こちらのスタジオがある場所も板橋区です。

「板橋435藝文特區」というアートセンター

「板橋435藝文特區」というアートセンター内にあるのですが、若い芸術家たちがスタジオを持ったり、展示やワークショップが行われていたり…

芝生の広場で家族が過ごしたりもできる、知る人ぞ知るスポットとなっています。

この日はきものでしたが、「影の記憶」シリーズの撮影で、シルエットしか映らない仕上がり。

「影の記憶」シリーズの撮影
個性的な写真

顔も色も映らないのに、いえ、情報量が少ないからこそ個性的な写真となる、という不思議な体験でした。

青黄色系のシルエット写真
きものならではの美しいシルエット

「きもの」の持つ、きものならではのシルエットの美しさをあらためて実感し、ますますきものが好きだなぁと写真を見ながら思いました。

最後に

「きものと」で書かせていただいて、2年半。来年はまた新たなテーマでの連載が始まります。

9回にわたってお付き合いいただいた陳さんとゆりえさんからもひと言いただきましたので、こちらに掲載します。

陳さんからのコメント

陳さん

「日本人ではないのに、どうしてきものを着るの?」とよく周りの人に聞かれてきました。

きものを着始めたもともとの理由は、日舞や日本茶道のお稽古に必要だったからです。

私は日本の文化が大好きで、真摯に続けてまいりました。

きものの着付けは、最初は動画や本などを見て覚えました。ですが、人前に出るためにもっと綺麗な着姿になりたいと思い、台湾人講師による本格的な着付け教室に通い、資格も取得。

きものをきっかけとして同じようにきものが好きな方々と出会え、ともにきものの知識を増やしたり、一緒にきもので出かけたりするのは、とても楽しいひとときです。

私にとって、きものがあること、きものを着られることは、充実した日々であることに繋がっています。

ゆりえさんからのコメント

ゆりえさん

私ときものの出会いは、コロナ禍で出国もままならなくなってきた2020年の夏のこと。友人の誘いで着付けを学ぶことになったのがきっかけでした。

20数年前に台湾で結婚式を挙げた際に母に振袖を着付けてもらって以来、きものを着ることはありませんでした。

海外に住んでいるから着付けなど無理だと思っていましたが、すばらしい機会に恵まれ、ヒロコ先生から教えていただくことになりました。

お稽古をひととおり終えたころに「練習でも着られますよ」と、ヒロコ先生から譲っていただいたのがこちらのきもの。そんなことから今回はこちらのきものをセレクトしました。

黒地にピンクの花柄が、鮮やかでありながら派手すぎないところが気に入っています。

台北のさまざまなところへの散策にあたり、季節やお天気に合わせてきものを選んだり、お出かけ前に3人で相談しあうのも楽しさのひとつでした。

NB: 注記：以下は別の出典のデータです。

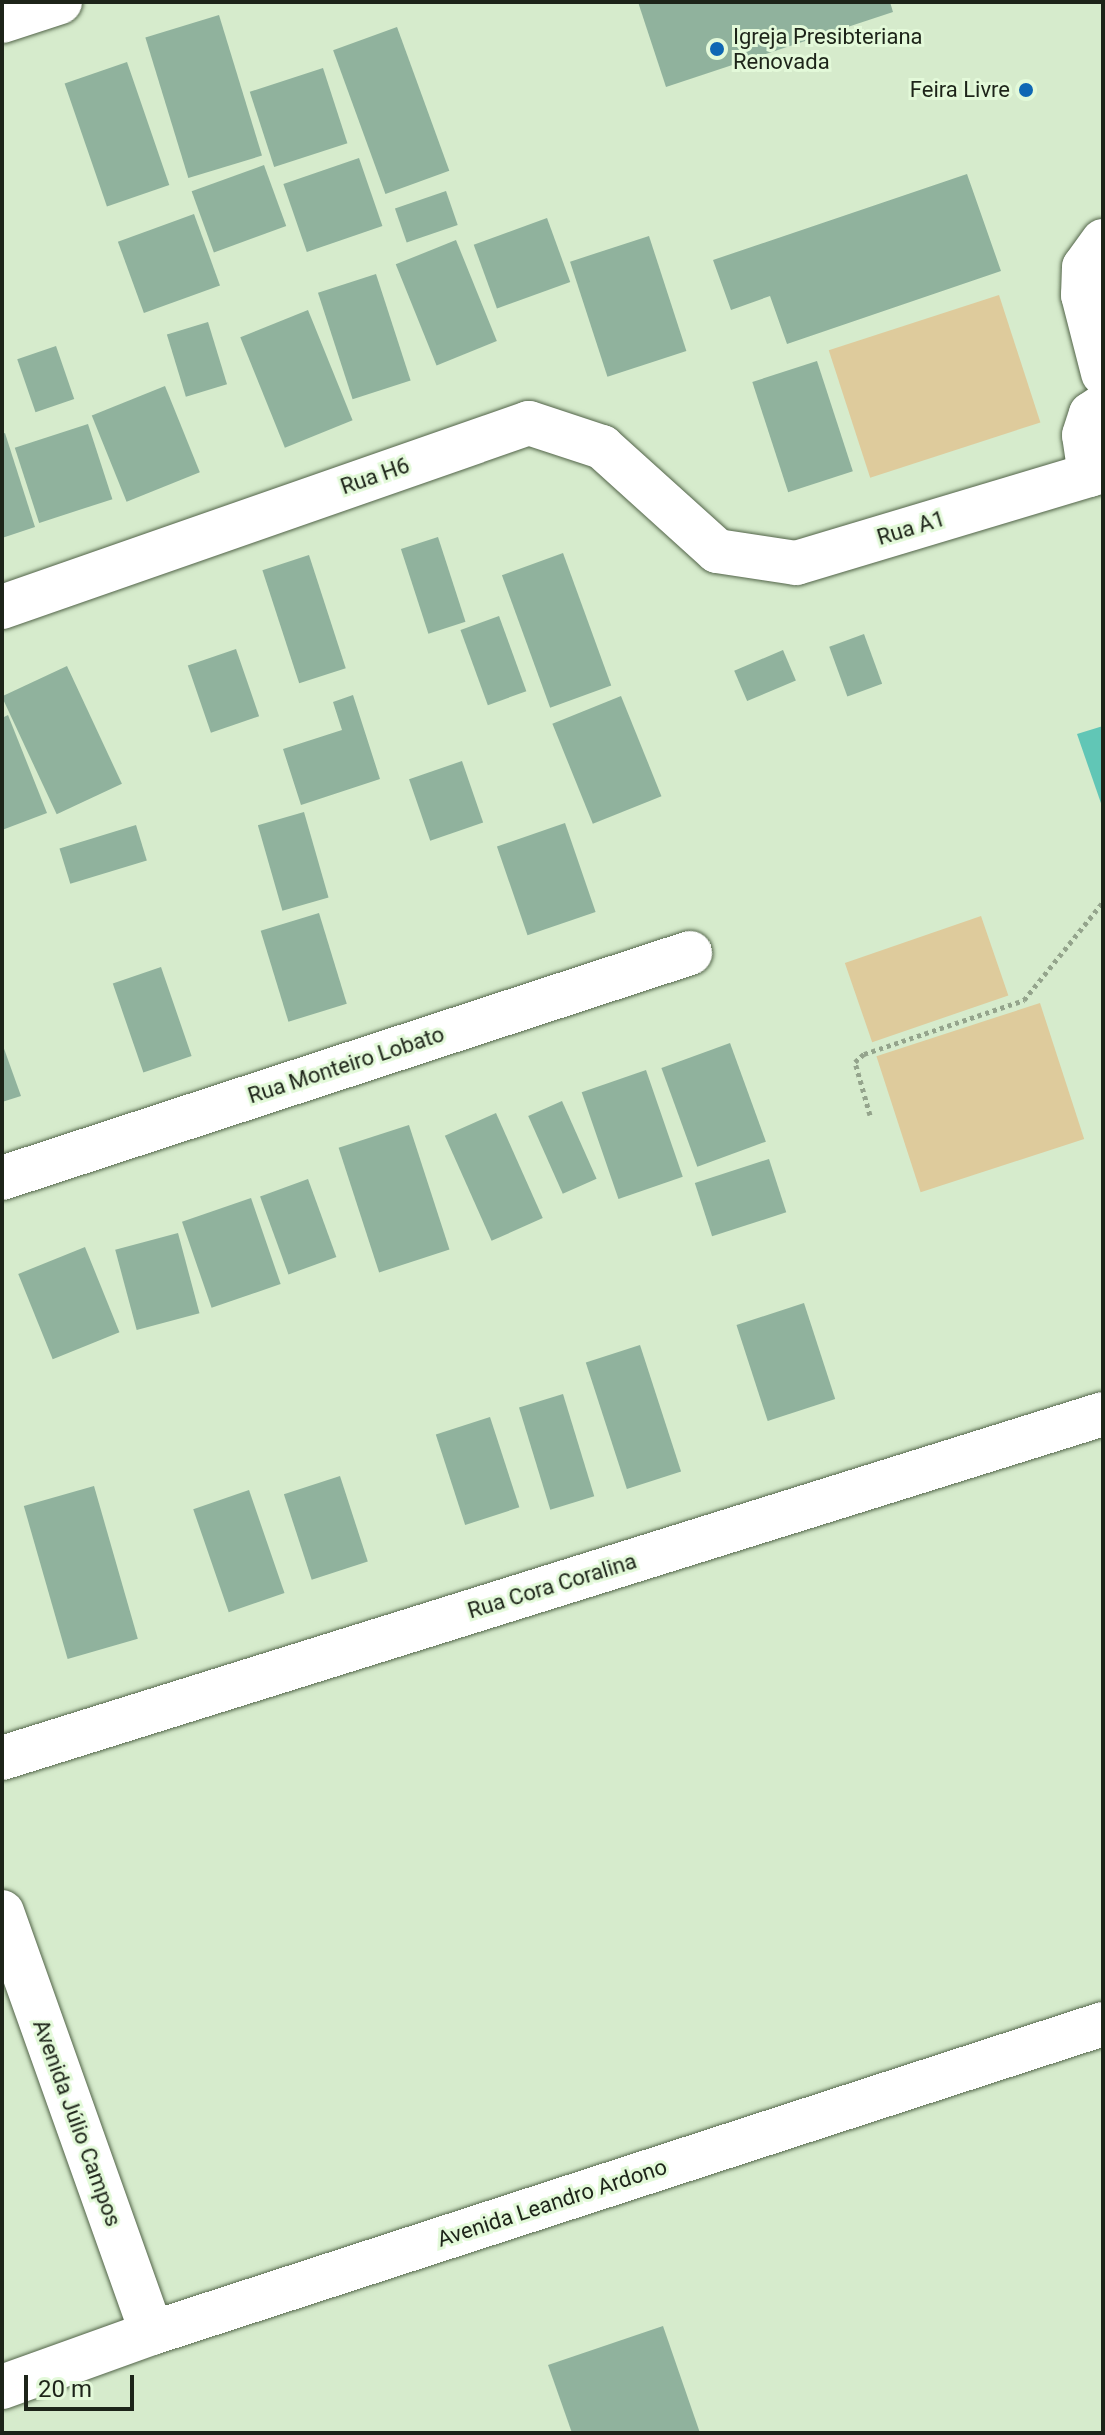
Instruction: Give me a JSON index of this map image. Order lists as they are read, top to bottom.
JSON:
{
  "streets": {
    "street": [
      "Rua H6",
      "Rua A1",
      "Rua Monteiro Lobato",
      "Rua Cora Coralina",
      "Avenida Júlio Campos",
      "Avenida Leandro Ardono"
    ]
  },
  "crossings": [
    ["Rua H6", "Rua A1"],
    ["Avenida Júlio Campos", "Avenida Leandro Ardono"]
  ],
  "places": ["Igreja Presibteriana Renovada", "Feira Livre"],
  "scale_bar": "20 m"
}
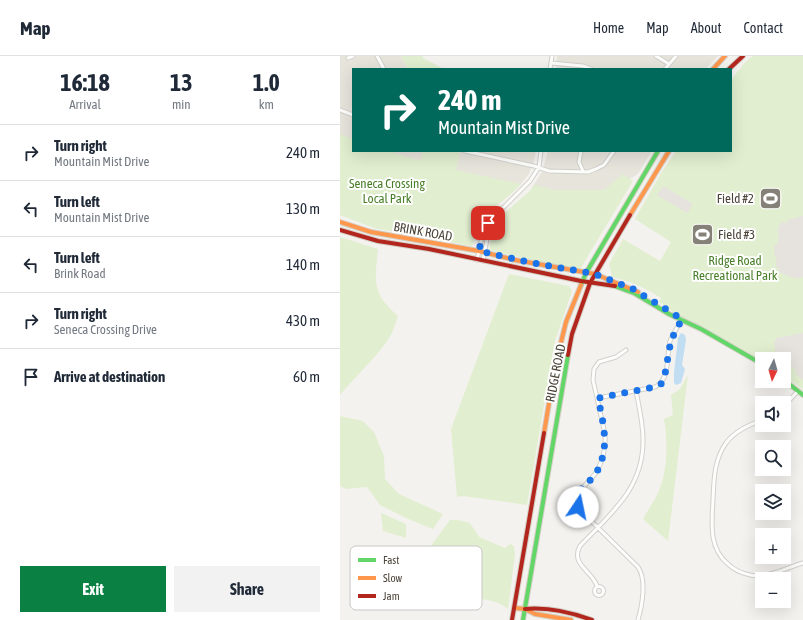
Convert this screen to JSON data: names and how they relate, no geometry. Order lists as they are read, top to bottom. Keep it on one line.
{"streets":{"main road":["BRINK ROAD","RIDGE ROAD"]},"crossings":[["BRINK ROAD","RIDGE ROAD"]],"parks":["Seneca Crossing Local Park","Ridge Road Recreational Park"],"places":{"sports":["Field #2","Field #3"]},"legend":["Fast","Slow","Jam"],"north":"bottom","page":{"header":"Map","nav":["Home","Map","About","Contact"],"eta":["16:18","Arrival","13","min","1.0","km"],"turn":["240 m","Mountain Mist Drive"],"list":[{"name":"Turn right","note":"Mountain Mist Drive","value":"240 m"},{"name":"Turn left","note":"Mountain Mist Drive","value":"130 m"},{"name":"Turn left","note":"Brink Road","value":"140 m"},{"name":"Turn right","note":"Seneca Crossing Drive","value":"430 m"},{"name":"Arrive at destination","value":"60 m"}],"map_buttons":["+","−"],"buttons":["Exit","Share"]}}
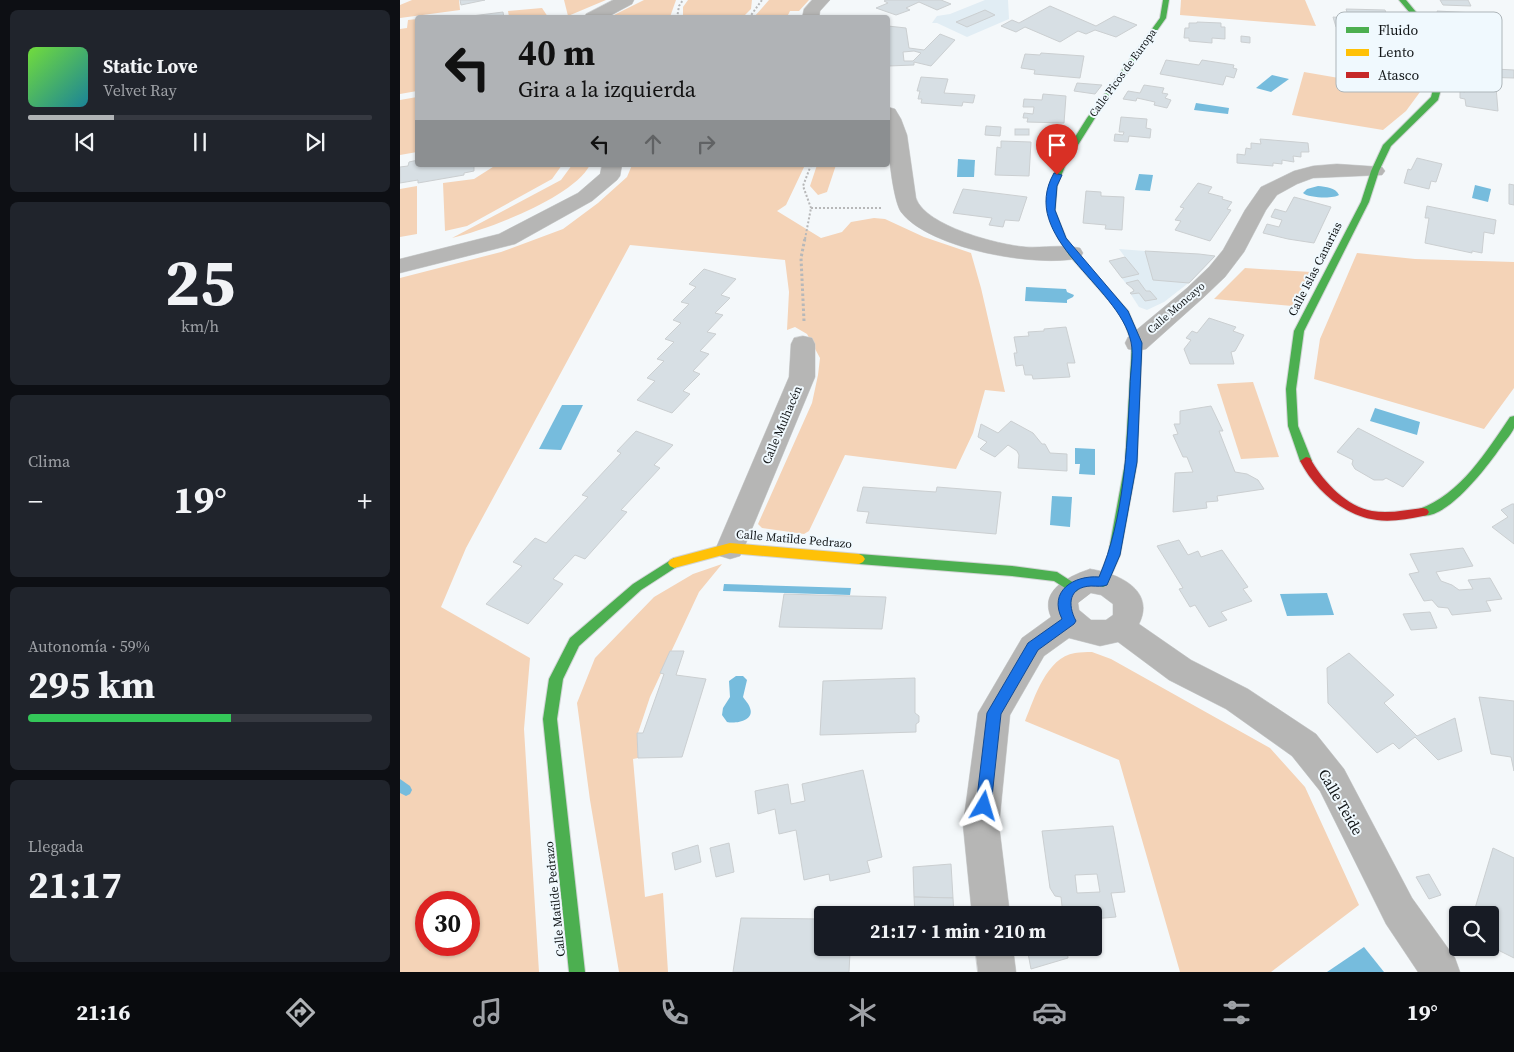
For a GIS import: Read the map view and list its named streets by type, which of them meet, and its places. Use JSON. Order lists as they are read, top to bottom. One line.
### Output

あっという間に終わりを迎えましたが、楽しい大人の遠足に参加させていただきありがとうございました。これからも、台湾のさまざまなシーンできものを楽しもうと思います。

2023年からは、私、長谷川普子の新連載「きものとわたしのエイジング」が始まります。

引き続きよろしくお願いいたします。